━━ SUPPLIED MATERIAL ━━

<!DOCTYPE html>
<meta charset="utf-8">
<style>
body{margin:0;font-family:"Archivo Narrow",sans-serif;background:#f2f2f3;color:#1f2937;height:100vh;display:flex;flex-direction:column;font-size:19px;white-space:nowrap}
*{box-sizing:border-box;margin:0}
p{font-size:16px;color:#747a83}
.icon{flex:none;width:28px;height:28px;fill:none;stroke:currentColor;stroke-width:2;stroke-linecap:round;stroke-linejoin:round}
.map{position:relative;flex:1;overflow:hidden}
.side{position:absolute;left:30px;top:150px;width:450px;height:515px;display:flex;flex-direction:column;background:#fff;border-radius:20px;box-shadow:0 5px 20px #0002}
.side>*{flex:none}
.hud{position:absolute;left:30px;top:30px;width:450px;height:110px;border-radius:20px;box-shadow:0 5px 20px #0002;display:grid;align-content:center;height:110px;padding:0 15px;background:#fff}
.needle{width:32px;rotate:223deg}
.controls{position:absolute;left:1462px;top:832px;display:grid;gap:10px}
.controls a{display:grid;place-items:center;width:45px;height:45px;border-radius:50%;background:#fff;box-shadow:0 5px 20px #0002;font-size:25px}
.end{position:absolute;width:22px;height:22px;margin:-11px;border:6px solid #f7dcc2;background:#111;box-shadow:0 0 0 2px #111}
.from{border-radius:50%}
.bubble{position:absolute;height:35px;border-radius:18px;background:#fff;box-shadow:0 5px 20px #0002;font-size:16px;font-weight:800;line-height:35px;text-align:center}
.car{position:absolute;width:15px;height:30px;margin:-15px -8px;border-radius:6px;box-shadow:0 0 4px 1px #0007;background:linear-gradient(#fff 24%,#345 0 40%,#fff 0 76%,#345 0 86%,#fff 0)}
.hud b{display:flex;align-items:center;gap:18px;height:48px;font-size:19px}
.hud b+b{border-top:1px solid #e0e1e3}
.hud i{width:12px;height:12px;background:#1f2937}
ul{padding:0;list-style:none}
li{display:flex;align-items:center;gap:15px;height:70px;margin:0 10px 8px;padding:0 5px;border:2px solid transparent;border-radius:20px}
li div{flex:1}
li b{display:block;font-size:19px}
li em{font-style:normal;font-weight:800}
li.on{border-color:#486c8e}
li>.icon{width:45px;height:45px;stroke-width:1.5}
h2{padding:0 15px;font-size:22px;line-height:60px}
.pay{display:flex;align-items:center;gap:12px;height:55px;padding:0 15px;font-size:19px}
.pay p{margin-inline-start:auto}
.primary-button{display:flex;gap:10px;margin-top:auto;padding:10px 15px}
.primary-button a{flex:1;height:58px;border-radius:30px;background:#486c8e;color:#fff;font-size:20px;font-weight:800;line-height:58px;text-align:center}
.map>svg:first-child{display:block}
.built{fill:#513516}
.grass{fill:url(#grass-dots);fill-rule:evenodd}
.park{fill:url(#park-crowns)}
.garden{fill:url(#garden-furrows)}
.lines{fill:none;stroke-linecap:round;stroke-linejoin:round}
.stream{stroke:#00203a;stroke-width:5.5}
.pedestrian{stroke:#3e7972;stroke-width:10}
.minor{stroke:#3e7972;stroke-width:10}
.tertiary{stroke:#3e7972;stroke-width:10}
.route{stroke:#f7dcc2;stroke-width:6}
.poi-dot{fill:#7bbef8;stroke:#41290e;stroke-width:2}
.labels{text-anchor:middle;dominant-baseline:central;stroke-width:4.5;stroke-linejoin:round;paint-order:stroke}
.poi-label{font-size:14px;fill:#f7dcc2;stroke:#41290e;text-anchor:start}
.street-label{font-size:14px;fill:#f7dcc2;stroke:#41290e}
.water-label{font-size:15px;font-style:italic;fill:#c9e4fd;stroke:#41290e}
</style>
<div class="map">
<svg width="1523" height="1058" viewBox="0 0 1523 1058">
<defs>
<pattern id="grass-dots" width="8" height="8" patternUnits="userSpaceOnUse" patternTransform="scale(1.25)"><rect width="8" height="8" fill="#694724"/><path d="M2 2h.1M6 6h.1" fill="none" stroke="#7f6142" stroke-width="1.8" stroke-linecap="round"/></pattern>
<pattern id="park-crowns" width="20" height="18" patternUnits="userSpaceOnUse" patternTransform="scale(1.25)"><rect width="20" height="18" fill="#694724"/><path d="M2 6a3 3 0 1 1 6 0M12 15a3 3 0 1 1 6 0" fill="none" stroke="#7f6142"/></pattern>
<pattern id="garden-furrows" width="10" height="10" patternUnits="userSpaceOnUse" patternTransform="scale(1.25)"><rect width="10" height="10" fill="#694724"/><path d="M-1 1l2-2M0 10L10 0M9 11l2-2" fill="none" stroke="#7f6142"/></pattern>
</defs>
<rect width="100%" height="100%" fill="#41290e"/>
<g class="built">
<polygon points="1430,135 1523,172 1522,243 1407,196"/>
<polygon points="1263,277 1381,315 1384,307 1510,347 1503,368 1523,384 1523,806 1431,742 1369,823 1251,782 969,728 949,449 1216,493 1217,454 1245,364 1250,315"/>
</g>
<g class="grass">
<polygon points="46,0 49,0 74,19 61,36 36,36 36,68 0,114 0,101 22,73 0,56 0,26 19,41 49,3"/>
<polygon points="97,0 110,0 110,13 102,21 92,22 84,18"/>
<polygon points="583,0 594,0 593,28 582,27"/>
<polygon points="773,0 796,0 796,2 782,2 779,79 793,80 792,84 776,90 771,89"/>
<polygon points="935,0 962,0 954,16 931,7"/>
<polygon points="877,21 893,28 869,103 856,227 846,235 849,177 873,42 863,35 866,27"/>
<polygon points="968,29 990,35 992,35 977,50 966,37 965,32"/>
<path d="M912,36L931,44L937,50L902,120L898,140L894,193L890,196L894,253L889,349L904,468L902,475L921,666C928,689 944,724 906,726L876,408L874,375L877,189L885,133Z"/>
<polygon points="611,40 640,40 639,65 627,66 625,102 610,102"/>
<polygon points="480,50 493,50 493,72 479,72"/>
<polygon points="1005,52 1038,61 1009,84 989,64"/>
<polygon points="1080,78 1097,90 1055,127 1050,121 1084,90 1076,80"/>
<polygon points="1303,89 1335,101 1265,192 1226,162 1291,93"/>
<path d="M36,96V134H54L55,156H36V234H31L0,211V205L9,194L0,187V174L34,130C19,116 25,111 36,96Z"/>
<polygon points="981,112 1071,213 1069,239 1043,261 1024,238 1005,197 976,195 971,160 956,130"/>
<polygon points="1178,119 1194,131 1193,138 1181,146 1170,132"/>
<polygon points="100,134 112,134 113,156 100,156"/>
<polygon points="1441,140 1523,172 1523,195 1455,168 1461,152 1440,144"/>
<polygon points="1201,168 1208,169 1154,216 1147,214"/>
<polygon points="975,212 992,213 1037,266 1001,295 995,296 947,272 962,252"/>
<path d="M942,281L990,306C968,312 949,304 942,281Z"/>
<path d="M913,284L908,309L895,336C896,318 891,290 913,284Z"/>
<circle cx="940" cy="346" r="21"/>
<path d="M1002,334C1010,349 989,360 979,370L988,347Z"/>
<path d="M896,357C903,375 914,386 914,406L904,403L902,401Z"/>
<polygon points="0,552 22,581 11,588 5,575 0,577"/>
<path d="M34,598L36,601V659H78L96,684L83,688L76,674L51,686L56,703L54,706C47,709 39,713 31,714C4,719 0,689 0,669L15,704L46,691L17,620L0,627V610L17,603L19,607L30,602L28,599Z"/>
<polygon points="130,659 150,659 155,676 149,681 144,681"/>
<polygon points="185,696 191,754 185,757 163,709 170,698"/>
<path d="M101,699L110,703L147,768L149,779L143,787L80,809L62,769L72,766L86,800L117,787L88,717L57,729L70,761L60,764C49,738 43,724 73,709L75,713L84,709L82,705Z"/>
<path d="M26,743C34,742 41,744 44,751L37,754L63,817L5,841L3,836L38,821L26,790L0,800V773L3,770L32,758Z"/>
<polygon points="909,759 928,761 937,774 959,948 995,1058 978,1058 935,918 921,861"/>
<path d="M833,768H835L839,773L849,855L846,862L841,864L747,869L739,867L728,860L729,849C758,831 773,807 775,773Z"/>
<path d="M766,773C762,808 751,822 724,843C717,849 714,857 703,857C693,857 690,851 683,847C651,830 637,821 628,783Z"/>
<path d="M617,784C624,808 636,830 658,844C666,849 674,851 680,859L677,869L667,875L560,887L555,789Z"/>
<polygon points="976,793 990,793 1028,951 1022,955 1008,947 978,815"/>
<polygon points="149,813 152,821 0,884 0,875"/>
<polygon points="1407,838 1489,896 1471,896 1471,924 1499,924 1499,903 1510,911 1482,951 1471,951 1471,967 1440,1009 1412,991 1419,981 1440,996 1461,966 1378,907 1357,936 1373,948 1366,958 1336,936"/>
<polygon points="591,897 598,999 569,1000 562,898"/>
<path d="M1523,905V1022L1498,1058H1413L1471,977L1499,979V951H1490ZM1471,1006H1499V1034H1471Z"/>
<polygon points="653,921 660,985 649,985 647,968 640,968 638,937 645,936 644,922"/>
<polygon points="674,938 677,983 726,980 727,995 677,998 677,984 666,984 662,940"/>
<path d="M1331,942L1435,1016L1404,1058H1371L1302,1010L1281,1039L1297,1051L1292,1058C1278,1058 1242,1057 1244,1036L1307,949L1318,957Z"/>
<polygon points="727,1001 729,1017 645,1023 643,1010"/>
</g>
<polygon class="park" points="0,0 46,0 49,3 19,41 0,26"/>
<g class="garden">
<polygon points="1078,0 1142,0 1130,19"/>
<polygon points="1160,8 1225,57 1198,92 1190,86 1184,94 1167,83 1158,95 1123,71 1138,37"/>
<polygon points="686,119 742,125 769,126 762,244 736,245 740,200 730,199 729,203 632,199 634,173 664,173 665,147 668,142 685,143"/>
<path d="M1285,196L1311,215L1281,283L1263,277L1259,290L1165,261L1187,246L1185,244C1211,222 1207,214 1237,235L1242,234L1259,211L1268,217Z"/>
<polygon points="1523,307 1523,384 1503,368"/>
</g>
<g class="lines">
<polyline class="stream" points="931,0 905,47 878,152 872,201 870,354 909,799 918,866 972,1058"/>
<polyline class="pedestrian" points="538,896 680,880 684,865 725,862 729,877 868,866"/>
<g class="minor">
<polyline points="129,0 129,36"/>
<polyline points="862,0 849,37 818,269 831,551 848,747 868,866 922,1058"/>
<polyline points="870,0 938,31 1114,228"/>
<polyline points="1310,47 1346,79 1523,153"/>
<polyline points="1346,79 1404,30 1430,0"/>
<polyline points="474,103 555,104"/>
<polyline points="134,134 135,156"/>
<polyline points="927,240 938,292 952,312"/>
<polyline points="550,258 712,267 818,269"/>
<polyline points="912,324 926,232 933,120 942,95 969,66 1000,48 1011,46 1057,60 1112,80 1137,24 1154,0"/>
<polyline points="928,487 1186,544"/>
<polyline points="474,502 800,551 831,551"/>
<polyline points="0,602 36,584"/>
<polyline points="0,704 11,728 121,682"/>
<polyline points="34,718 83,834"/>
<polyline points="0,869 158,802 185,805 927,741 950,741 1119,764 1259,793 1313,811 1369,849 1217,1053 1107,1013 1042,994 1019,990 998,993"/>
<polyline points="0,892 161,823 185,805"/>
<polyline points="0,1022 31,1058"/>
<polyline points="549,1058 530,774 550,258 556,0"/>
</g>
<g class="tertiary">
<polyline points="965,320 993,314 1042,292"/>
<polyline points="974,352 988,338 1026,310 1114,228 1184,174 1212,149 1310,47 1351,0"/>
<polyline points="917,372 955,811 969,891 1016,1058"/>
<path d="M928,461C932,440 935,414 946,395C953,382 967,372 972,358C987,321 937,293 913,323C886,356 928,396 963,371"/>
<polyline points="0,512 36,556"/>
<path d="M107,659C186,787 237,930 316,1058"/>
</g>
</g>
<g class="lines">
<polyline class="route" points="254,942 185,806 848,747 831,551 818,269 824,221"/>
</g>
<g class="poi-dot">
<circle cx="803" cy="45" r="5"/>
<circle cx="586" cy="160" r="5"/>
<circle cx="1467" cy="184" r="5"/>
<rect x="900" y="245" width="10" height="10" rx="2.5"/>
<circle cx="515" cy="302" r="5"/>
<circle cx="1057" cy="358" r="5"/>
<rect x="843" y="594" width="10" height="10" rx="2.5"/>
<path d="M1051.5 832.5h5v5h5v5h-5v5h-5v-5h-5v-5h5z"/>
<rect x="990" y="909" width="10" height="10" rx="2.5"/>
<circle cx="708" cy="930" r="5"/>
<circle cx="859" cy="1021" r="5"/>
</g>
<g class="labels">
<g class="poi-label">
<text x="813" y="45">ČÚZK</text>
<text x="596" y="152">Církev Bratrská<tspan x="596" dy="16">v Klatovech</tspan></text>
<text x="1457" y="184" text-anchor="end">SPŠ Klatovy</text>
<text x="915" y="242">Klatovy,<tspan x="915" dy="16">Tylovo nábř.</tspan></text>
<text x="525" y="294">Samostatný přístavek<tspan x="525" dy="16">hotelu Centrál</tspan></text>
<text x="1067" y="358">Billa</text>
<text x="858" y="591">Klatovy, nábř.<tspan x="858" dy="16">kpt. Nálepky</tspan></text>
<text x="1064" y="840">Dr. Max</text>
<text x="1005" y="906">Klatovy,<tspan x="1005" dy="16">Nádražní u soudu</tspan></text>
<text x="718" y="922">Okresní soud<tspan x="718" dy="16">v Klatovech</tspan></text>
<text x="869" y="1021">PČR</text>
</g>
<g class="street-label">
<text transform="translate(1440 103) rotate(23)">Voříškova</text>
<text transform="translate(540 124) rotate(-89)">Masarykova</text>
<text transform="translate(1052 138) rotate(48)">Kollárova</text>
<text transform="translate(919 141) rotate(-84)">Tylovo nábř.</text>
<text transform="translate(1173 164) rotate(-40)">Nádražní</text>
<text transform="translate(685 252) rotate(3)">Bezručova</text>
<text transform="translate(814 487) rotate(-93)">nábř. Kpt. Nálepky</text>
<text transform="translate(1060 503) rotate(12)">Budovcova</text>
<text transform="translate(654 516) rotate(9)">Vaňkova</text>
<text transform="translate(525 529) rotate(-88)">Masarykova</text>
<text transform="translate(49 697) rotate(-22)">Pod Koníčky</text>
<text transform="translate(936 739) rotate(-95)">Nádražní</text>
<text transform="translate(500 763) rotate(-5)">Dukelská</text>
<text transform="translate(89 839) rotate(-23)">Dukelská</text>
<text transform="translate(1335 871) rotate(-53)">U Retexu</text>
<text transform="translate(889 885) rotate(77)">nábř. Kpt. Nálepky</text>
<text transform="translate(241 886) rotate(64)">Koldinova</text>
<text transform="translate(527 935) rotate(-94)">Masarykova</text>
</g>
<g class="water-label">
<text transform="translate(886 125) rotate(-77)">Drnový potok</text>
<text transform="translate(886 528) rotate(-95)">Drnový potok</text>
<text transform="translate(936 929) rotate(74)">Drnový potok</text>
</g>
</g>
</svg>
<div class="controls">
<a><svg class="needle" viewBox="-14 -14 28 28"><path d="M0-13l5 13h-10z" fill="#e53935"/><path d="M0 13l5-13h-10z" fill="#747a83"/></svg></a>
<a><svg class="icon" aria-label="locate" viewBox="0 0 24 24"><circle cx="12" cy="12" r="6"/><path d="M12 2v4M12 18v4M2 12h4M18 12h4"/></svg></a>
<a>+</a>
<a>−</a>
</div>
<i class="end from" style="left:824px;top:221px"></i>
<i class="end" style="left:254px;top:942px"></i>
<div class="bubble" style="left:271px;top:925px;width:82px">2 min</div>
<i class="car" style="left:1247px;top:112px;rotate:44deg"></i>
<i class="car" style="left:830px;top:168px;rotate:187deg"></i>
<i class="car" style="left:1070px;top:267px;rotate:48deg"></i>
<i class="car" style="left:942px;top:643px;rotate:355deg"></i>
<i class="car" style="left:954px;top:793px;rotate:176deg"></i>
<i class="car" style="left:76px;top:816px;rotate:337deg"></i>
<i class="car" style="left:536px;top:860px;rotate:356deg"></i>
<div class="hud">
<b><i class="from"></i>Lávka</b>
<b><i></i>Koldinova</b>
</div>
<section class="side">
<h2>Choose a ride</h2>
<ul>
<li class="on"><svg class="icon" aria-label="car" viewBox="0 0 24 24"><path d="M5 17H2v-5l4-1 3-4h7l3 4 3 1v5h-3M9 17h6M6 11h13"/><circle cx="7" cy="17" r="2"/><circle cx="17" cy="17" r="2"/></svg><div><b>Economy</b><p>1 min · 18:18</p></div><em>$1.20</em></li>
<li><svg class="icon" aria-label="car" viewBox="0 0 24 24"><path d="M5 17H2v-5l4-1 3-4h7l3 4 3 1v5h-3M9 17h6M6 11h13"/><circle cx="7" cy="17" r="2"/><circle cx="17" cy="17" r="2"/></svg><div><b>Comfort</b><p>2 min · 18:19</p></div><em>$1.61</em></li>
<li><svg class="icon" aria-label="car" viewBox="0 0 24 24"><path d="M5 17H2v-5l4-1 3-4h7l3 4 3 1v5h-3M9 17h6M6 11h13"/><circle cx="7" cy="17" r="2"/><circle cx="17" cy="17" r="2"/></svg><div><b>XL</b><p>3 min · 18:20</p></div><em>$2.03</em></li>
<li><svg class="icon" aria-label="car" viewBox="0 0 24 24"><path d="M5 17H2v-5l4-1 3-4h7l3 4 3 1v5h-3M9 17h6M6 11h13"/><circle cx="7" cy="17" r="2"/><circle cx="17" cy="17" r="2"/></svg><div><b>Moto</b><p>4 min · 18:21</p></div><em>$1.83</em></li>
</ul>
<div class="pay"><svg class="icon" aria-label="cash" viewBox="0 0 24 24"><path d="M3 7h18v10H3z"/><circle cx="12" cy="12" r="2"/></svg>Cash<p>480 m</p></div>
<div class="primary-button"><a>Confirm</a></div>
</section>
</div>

━━━

Search the data above and return each line in which "labels" occurs.

= ANSWER TO THE PROBLEM =
.labels{text-anchor:middle;dominant-baseline:central;stroke-width:4.5;stroke-linejoin:round;paint-order:stroke}
<g class="labels">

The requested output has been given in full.